A myth is being perpetuated in financial services. It’s delivered along the lines of "the more data you have, the less risk you face." It would be closer to the truth to reframe this as "the better your data management strategy, the less risk you face."
The truth is that many data strategies are not supporting more innovative approaches to risk management. Where businesses should be receiving early warnings about at-risk assets or the security of global headquarters, no such signals are available. A profound part of the problem is that organizations still struggle to extract the information that really matters from the billions of bytes generated within, across, and outside their walls. In turn, they’re often failing to deliver consistent, meaningful outcomes from the investment they are making in data strategy and digital transformation.
Leadership teams will increasingly find themselves asking how they can enable organizations to thrive while mitigating against the increasingly complex and multifaceted nature of risk. It turns out that simply adding more data isn’t the answer. Rather, it is identifying the most relevant data at the right moment—and using that information to decide and act with confidence.
Gartner has identified: “Many companies continue to struggle under the weight of traditional business models and analog business process that discount the potential of data and analytics. Others recognize their potential but cannot make the cultural shift or commit to the information management and advanced analytics skills and technology investments necessary to realize that potential.”
The burden is on leaders to improve decision making
The buck will always stop with the senior leadership team, and in a data-centric world, there must be a connection between effective decision-making and the timeliness and quality of data.
Yet, as companies amass vast volumes of data, they are not building the bridge between business strategy and data strategy. As Gartner has noted, "While 82% of CEOs have confirmed their organization has a digital transformation program underway, in many cases this is accompanied by a lack of business model change penetration." In other words, the strategy looks good in a planning deck but isn’t consistently reaping meaningful benefits.
While focusing data strategy on corporate risk, boardrooms will also have to address the rising importance of public data. Over the last decade, critical information about economic, regulatory and reputational issues have been breaking in public forums rather than only through closed or proprietary channels. Senior leaders who don’t prioritize public data prominently and early enough in their workflows will be on the back foot when it comes to identifying and mitigating risk.

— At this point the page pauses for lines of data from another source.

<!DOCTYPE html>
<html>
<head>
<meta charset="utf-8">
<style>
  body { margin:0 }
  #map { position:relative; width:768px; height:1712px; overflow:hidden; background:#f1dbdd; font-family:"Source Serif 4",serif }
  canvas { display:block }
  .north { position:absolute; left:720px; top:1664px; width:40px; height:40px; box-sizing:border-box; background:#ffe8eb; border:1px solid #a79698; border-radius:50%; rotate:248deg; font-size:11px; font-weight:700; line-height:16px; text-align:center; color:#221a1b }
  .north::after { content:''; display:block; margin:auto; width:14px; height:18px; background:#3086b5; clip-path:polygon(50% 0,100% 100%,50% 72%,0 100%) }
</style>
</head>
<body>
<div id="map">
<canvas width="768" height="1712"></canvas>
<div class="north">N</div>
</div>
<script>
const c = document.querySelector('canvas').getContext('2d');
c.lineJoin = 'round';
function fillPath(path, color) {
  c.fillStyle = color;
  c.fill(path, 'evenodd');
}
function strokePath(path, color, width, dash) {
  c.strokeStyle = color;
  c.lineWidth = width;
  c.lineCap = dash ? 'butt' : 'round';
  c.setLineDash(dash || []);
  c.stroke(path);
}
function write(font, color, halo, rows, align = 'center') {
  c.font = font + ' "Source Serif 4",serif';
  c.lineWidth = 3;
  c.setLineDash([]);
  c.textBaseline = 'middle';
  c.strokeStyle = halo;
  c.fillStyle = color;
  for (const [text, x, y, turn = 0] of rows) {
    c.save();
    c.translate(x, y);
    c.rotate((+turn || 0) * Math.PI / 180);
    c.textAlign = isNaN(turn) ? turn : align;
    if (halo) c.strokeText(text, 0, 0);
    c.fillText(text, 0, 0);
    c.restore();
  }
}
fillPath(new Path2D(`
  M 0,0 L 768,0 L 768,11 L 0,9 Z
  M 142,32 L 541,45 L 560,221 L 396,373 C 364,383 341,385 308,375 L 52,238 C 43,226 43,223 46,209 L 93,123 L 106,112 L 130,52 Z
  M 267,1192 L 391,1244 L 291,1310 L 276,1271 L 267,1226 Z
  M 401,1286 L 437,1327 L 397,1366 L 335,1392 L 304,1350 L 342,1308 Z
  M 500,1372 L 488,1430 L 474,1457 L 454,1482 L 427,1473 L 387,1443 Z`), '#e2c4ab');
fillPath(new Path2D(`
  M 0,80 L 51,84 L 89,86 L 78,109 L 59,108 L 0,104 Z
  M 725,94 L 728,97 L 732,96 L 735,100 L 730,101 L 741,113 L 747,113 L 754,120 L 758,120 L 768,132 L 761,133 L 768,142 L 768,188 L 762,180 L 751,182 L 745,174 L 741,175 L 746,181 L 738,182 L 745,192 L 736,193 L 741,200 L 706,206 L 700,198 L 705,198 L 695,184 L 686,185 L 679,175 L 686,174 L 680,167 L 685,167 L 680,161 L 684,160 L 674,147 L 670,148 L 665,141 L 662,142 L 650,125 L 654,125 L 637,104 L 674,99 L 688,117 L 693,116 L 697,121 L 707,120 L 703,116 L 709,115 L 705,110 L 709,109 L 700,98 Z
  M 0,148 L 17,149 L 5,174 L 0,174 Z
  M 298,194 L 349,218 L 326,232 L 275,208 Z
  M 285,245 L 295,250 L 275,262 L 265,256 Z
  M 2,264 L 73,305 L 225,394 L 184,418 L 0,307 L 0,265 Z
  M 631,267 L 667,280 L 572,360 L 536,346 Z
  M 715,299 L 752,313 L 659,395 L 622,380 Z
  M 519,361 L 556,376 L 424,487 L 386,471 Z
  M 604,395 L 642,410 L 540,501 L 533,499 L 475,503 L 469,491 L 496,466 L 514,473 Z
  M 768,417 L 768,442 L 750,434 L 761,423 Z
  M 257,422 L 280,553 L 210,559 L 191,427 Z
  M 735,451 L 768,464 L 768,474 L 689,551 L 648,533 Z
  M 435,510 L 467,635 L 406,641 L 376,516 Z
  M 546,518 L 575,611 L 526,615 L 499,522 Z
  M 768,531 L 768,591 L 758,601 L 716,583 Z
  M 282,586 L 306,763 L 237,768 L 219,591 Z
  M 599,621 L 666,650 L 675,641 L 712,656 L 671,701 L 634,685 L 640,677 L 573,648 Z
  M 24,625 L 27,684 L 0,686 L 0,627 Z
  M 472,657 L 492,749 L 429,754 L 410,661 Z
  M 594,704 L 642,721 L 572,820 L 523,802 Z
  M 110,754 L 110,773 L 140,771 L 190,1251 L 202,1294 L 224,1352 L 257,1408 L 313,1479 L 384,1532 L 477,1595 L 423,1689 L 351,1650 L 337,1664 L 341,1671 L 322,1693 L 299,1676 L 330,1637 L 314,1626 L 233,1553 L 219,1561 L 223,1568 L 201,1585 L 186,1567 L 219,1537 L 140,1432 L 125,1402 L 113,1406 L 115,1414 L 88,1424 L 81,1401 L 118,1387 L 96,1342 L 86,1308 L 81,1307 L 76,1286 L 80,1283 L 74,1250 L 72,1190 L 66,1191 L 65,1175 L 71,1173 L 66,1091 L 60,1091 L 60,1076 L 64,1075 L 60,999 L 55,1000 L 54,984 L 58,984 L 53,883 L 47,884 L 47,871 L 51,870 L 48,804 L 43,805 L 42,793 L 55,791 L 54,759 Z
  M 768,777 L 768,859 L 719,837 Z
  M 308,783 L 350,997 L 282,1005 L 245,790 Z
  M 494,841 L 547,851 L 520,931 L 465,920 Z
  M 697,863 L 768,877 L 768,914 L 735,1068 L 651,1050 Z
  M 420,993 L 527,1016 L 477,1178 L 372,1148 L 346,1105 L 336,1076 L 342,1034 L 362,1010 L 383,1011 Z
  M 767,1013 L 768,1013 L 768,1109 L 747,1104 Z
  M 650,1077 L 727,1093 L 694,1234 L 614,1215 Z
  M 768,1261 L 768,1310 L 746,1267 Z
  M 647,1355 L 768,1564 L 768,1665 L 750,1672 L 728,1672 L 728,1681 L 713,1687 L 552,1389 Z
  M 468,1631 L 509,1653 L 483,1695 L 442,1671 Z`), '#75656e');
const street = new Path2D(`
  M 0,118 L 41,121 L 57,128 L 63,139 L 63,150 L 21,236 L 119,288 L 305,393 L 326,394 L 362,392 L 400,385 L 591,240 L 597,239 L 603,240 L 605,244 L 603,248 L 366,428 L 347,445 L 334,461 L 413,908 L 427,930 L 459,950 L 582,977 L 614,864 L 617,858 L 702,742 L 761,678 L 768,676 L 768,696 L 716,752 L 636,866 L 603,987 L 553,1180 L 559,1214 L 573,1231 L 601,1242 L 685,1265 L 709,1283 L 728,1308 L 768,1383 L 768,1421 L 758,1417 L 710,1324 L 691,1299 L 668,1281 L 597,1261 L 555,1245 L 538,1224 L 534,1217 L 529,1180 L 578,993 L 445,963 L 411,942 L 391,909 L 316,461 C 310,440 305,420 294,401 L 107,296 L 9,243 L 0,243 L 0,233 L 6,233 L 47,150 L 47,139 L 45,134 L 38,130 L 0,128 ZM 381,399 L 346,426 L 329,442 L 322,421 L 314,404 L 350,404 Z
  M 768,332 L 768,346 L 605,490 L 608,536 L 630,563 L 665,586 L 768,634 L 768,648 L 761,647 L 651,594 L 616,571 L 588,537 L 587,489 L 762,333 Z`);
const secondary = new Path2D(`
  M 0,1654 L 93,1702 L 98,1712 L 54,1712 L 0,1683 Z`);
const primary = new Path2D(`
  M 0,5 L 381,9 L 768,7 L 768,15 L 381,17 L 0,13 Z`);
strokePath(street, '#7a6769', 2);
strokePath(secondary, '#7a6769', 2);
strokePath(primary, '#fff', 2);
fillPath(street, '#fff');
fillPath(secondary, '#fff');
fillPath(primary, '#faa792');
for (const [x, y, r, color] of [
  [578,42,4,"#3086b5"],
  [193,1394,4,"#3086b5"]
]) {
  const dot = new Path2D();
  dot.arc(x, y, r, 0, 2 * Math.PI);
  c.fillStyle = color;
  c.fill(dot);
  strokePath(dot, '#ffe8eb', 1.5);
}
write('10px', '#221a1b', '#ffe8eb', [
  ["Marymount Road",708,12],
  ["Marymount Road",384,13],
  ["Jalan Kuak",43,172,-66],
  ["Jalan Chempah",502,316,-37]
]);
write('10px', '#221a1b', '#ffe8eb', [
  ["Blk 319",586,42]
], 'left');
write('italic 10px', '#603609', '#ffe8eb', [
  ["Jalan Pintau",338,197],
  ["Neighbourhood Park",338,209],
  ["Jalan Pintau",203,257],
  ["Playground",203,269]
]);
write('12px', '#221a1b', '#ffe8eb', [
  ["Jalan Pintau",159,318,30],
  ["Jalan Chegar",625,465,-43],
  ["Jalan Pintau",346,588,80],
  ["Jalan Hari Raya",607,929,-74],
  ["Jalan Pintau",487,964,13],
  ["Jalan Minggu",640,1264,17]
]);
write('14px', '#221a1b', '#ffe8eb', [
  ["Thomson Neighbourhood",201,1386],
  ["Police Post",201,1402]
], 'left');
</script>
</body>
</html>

“Many businesses are struggling to cope with the exponential increases in the data they now gather along with the ever increasing burden of regulations and compliance. Simply storing, managing, accessing and safely maintaining data as the law requires is a major challenge. This means that the cost of turning data into intelligence is becoming a hindrance to business agility for many, as is the need for high quality data analytics to prove compliance in a more complex and tightly regulated market.” - PricewaterhouseCoopers
Public data enables decision making
Public data—the billions of bytes of data created by social media and blogs, by ships, cars, trucks, aircraft and trains, by weather sensors and IoT sensors in smart cities, and a multitude of digital sources—is now critical to minimizing risk. The earliest market, operational and security signals are often buried within these data sources, and there is a clear relationship between the early identification of risk and improved decision-making.
Today, most organizations don’t have the systems to surface signals—but artificial intelligence is changing this. AI-based systems that analyze public data are now able to provide pattern recognition at scale and speed. And by spanning languages, formats, cultures and borders, such systems can deliver timely and relevant pieces of information from around the globe to greatly aid decision-making and inform a response. Whether it’s a trade embargo flagged by a journalist tweeting from another country, or an early alert on a disruptive weather event, public data can deliver early signals on incidents that have the potential to affect operations and even move markets.
Armed with this knowledge, businesses have access to critical information before the market shifts direction, or the blizzard hits their headquarters. Public data is helping to drive more effective decision-making, and can significantly redefine the way financial services organizations approach corporate risk.